### What is being asked
Copy out the whole listing exactly as given. Skip the pictures.

### Input data
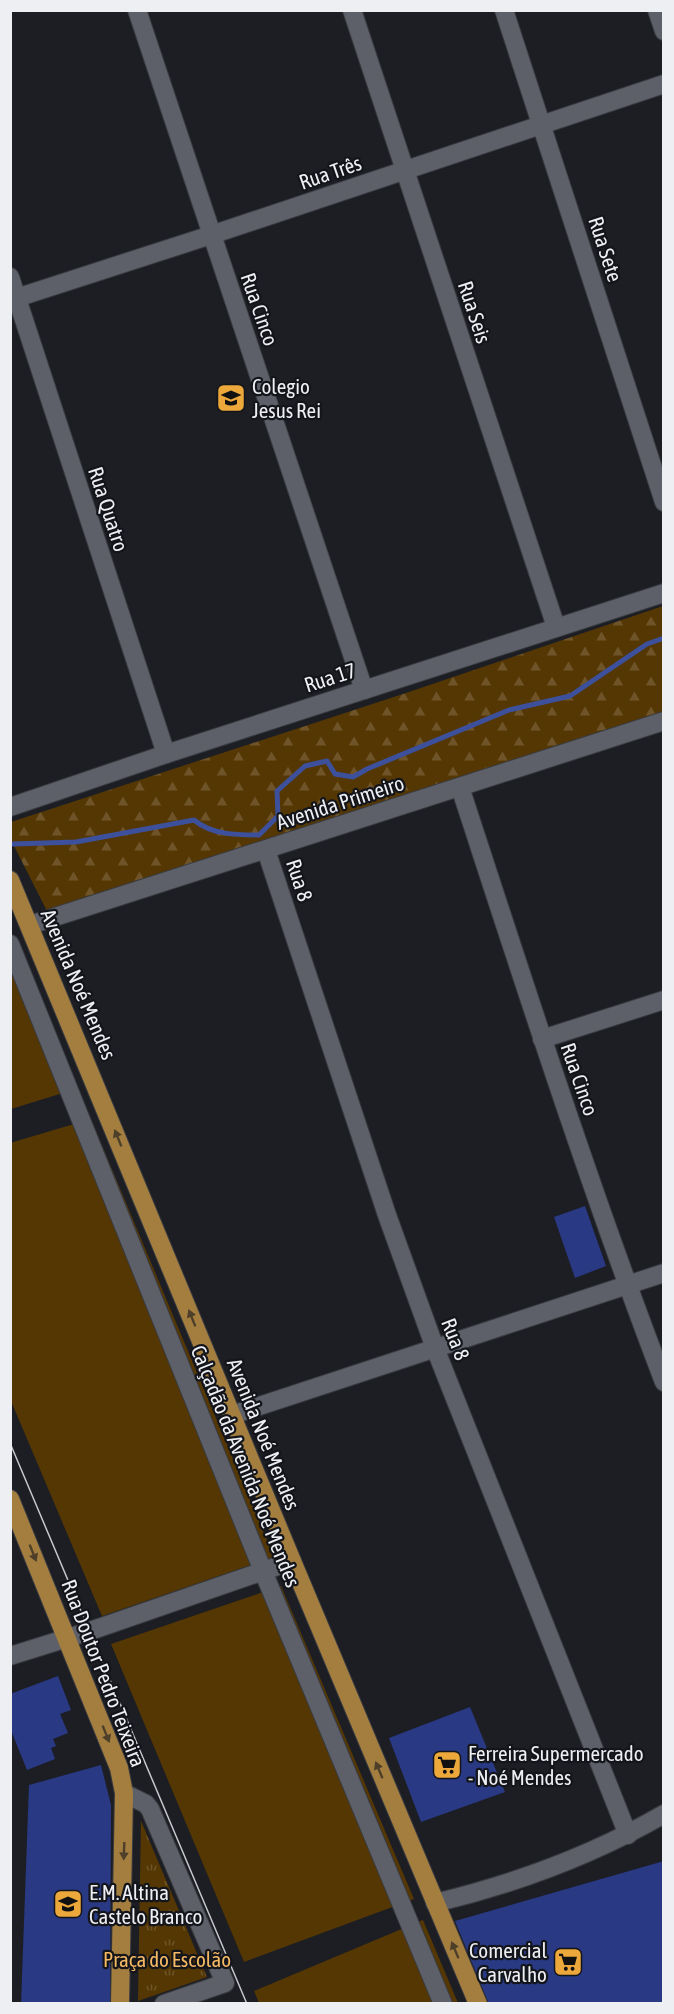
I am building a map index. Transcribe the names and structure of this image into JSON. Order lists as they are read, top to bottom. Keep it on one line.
{"streets":{"main road":["Avenida Noé Mendes","Rua Doutor Pedro Teixeira"],"street":["Rua Três","Rua Sete","Rua Cinco","Rua Seis","Rua Quatro","Rua 17","Avenida Primeiro","Rua 8","Calçadão da Avenida Noé Mendes"]},"crossings":[["Rua Três","Rua Sete"],["Rua Três","Rua Cinco"],["Rua Três","Rua Seis"],["Rua Três","Rua Quatro"],["Rua Cinco","Rua 17"],["Rua Cinco","Avenida Primeiro"],["Rua Seis","Rua 17"],["Rua Quatro","Rua 17"],["Avenida Primeiro","Rua 8"],["Avenida Primeiro","Avenida Noé Mendes"]],"one_way":["Avenida Noé Mendes","Rua Doutor Pedro Teixeira"],"parks":["Praça do Escolão"],"places":{"school or university":["Colegio Jesus Rei","E.M. Altina Castelo Branco"],"supermarket":["Ferreira Supermercado - Noé Mendes","Comercial Carvalho"]}}
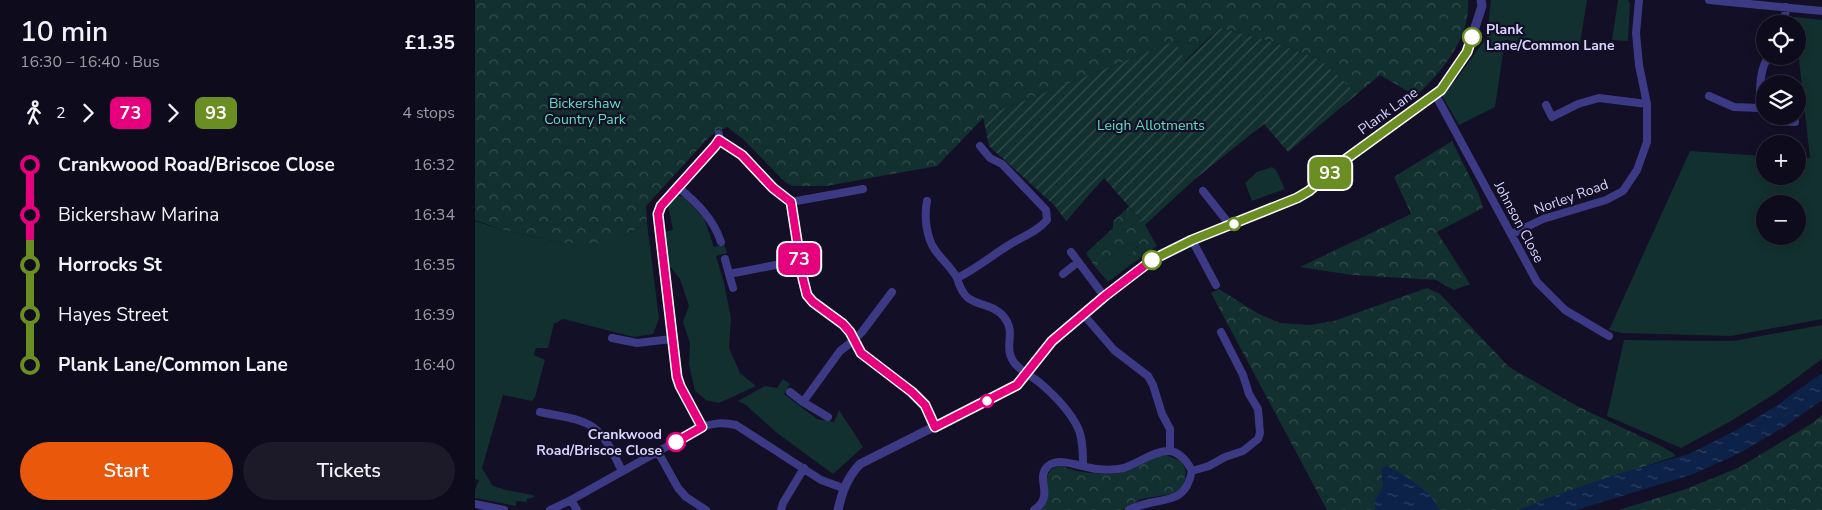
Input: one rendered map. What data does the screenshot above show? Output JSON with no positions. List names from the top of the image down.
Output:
{
  "streets": {
    "street": ["Plank Lane", "Norley Road", "Johnson Close"]
  },
  "crossings": [
    ["Plank Lane", "Johnson Close"],
    ["Norley Road", "Johnson Close"]
  ],
  "parks": ["Bickershaw Country Park", "Leigh Allotments"],
  "places": ["Plank Lane/Common Lane", "Crankwood Road/Briscoe Close"],
  "lines": ["bus line 93", "bus line 73"],
  "page": {
    "heading": ["10 min", "16:30 – 16:40 · Bus", "£1.35"],
    "on_map": ["73", "93"],
    "map_buttons": ["+", "−"],
    "legs": [
      "2",
      "73",
      "93",
      "4 stops"
    ],
    "list": [
      {
        "name": "Crankwood Road/Briscoe Close",
        "value": "16:32"
      },
      {
        "name": "Bickershaw Marina",
        "value": "16:34"
      },
      {
        "name": "Horrocks St",
        "value": "16:35"
      },
      {
        "name": "Hayes Street",
        "value": "16:39"
      },
      {
        "name": "Plank Lane/Common Lane",
        "value": "16:40"
      }
    ],
    "buttons": ["Start", "Tickets"]
  }
}
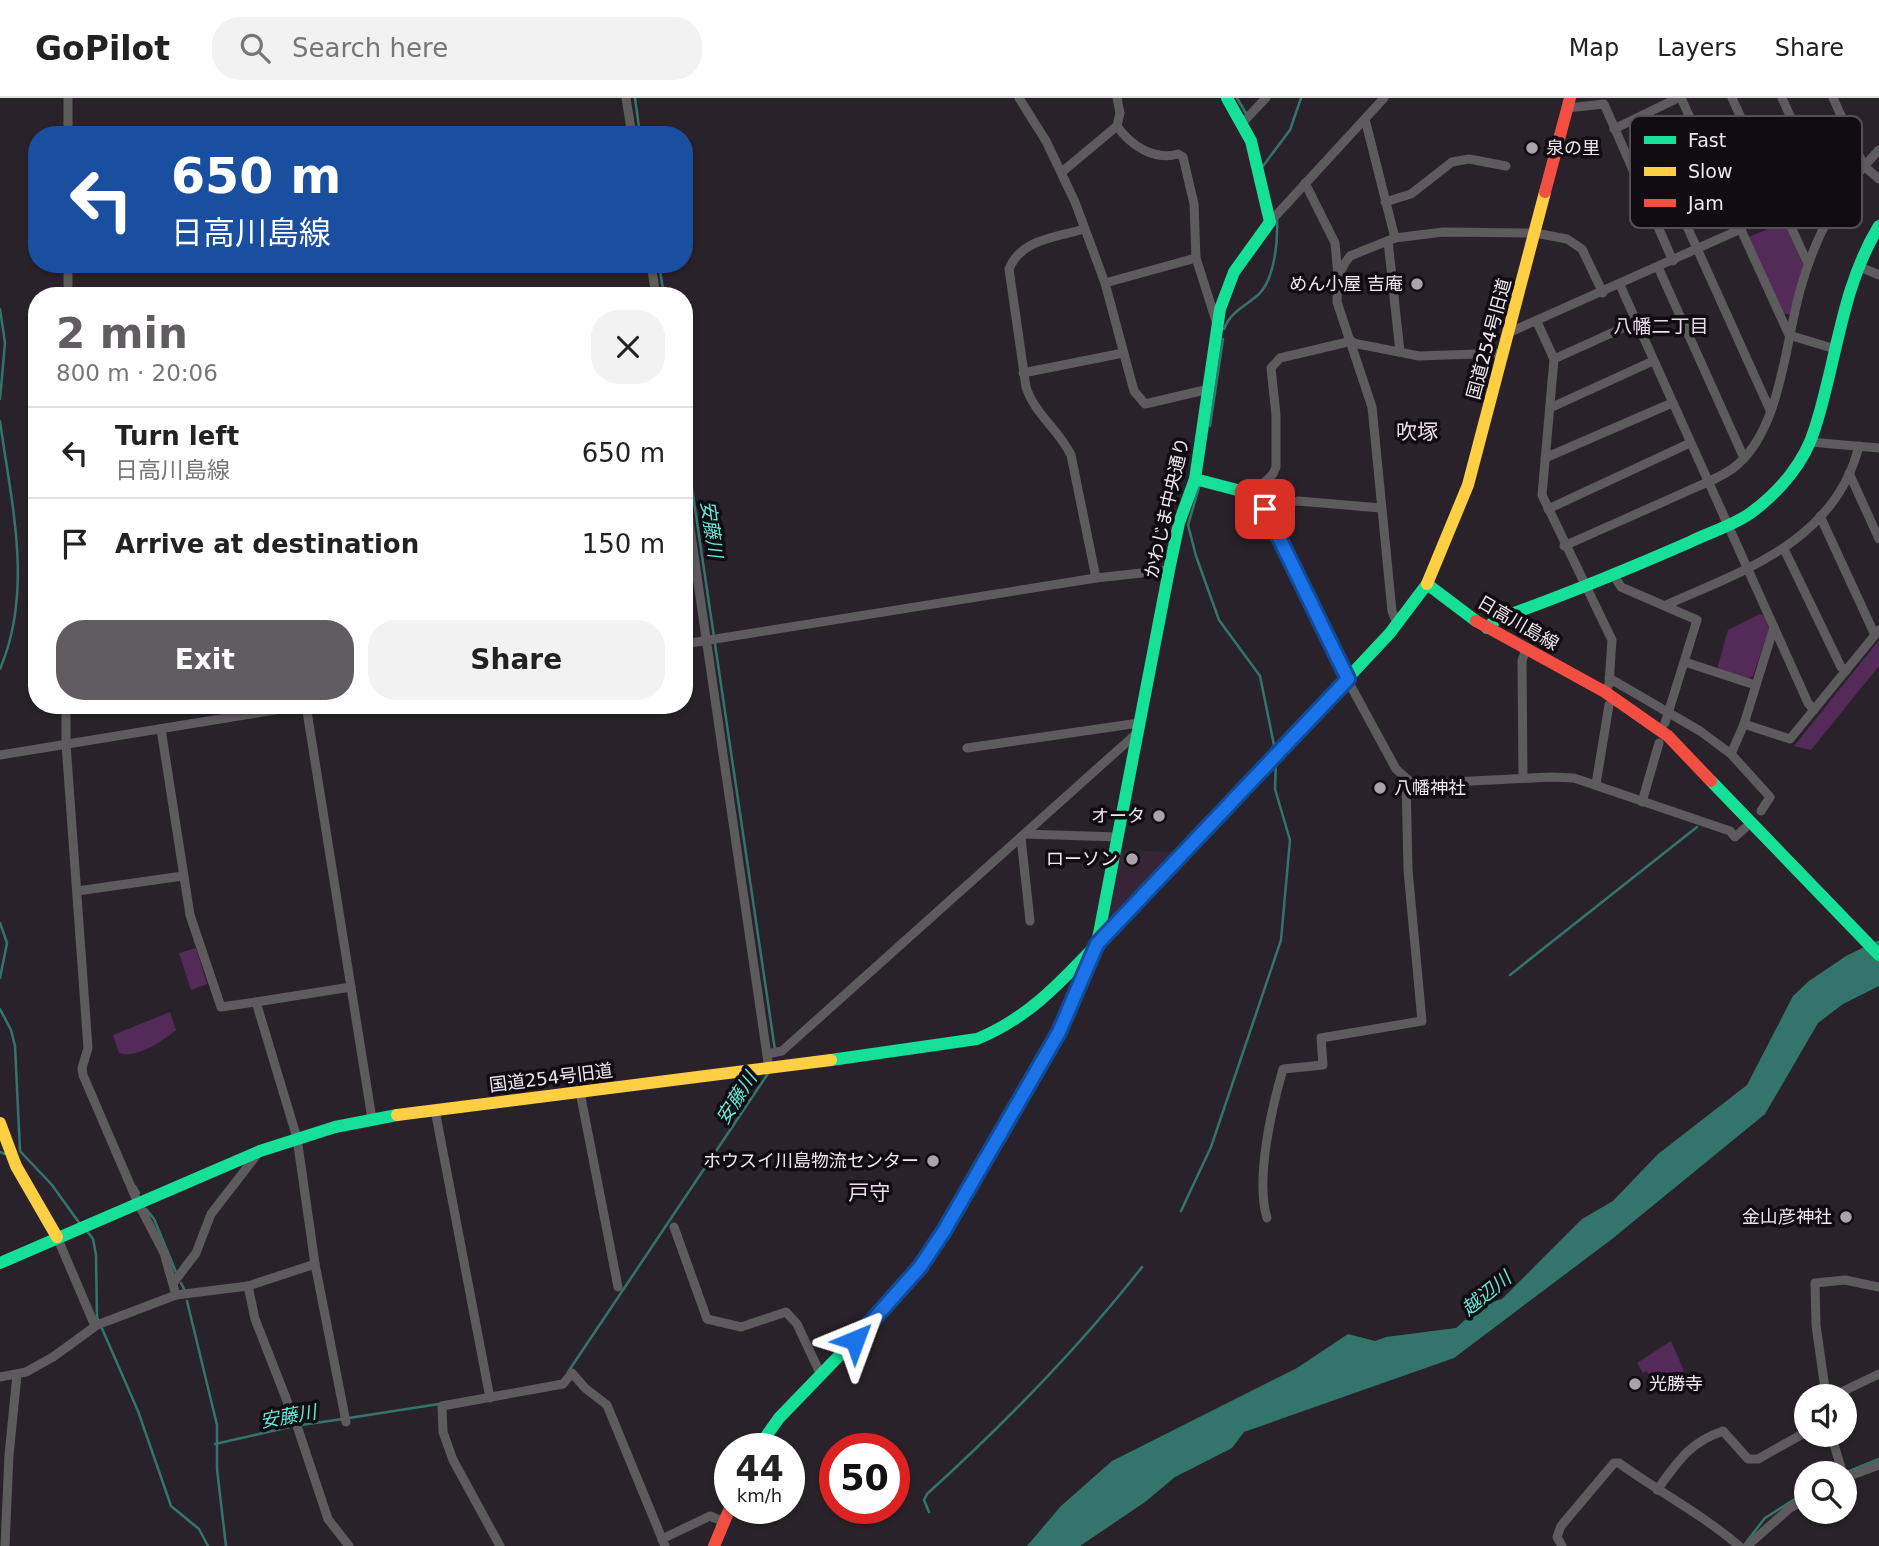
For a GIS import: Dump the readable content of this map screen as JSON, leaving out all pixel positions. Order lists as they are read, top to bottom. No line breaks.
{"streets":{"street":["国道254号旧道","かわじま中央通り","日高川島線"]},"crossings":[["国道254号旧道","かわじま中央通り"],["国道254号旧道","日高川島線"]],"districts":["八幡二丁目","吹塚","戸守"],"water":["安藤川","越辺川"],"places":["泉の里","めん小屋 吉庵","八幡神社","オータ","ローソン","ホウスイ川島物流センター","金山彦神社","光勝寺"],"legend":["Fast","Slow","Jam"],"page":{"header":"GoPilot","search":"Search here","nav":["Map","Layers","Share"],"turn":["650 m","日高川島線"],"heading":["2 min","800 m · 20:06"],"list":[{"name":"Turn left","note":"日高川島線","value":"650 m"},{"name":"Arrive at destination","value":"150 m"}],"buttons":["Exit","Share"],"speed":"44 km/h","limit":"50"}}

### Task result
I am building a map index. Transcribe the names and structure of this image into JSON. Order lists as they are read, top to bottom. Keep it on one line.
{"streets":{"main road":["Avenida Noé Mendes","Rua Doutor Pedro Teixeira"],"street":["Rua Três","Rua Sete","Rua Cinco","Rua Seis","Rua Quatro","Rua 17","Avenida Primeiro","Rua 8","Calçadão da Avenida Noé Mendes"]},"crossings":[["Rua Três","Rua Sete"],["Rua Três","Rua Cinco"],["Rua Três","Rua Seis"],["Rua Três","Rua Quatro"],["Rua Cinco","Rua 17"],["Rua Cinco","Avenida Primeiro"],["Rua Seis","Rua 17"],["Rua Quatro","Rua 17"],["Avenida Primeiro","Rua 8"],["Avenida Primeiro","Avenida Noé Mendes"]],"one_way":["Avenida Noé Mendes","Rua Doutor Pedro Teixeira"],"parks":["Praça do Escolão"],"places":{"school or university":["Colegio Jesus Rei","E.M. Altina Castelo Branco"],"supermarket":["Ferreira Supermercado - Noé Mendes","Comercial Carvalho"]}}
Input: one rendered map. What data does the screenshot above show? Output JSON with no positions. List names from the top of the image down.
Output:
{
  "streets": {
    "street": ["Plank Lane", "Norley Road", "Johnson Close"]
  },
  "crossings": [
    ["Plank Lane", "Johnson Close"],
    ["Norley Road", "Johnson Close"]
  ],
  "parks": ["Bickershaw Country Park", "Leigh Allotments"],
  "places": ["Plank Lane/Common Lane", "Crankwood Road/Briscoe Close"],
  "lines": ["bus line 93", "bus line 73"],
  "page": {
    "heading": ["10 min", "16:30 – 16:40 · Bus", "£1.35"],
    "on_map": ["73", "93"],
    "map_buttons": ["+", "−"],
    "legs": [
      "2",
      "73",
      "93",
      "4 stops"
    ],
    "list": [
      {
        "name": "Crankwood Road/Briscoe Close",
        "value": "16:32"
      },
      {
        "name": "Bickershaw Marina",
        "value": "16:34"
      },
      {
        "name": "Horrocks St",
        "value": "16:35"
      },
      {
        "name": "Hayes Street",
        "value": "16:39"
      },
      {
        "name": "Plank Lane/Common Lane",
        "value": "16:40"
      }
    ],
    "buttons": ["Start", "Tickets"]
  }
}
For a GIS import: Dump the readable content of this map screen as JSON, leaving out all pixel positions. Order lists as they are read, top to bottom. No line breaks.
{"streets":{"street":["国道254号旧道","かわじま中央通り","日高川島線"]},"crossings":[["国道254号旧道","かわじま中央通り"],["国道254号旧道","日高川島線"]],"districts":["八幡二丁目","吹塚","戸守"],"water":["安藤川","越辺川"],"places":["泉の里","めん小屋 吉庵","八幡神社","オータ","ローソン","ホウスイ川島物流センター","金山彦神社","光勝寺"],"legend":["Fast","Slow","Jam"],"page":{"header":"GoPilot","search":"Search here","nav":["Map","Layers","Share"],"turn":["650 m","日高川島線"],"heading":["2 min","800 m · 20:06"],"list":[{"name":"Turn left","note":"日高川島線","value":"650 m"},{"name":"Arrive at destination","value":"150 m"}],"buttons":["Exit","Share"],"speed":"44 km/h","limit":"50"}}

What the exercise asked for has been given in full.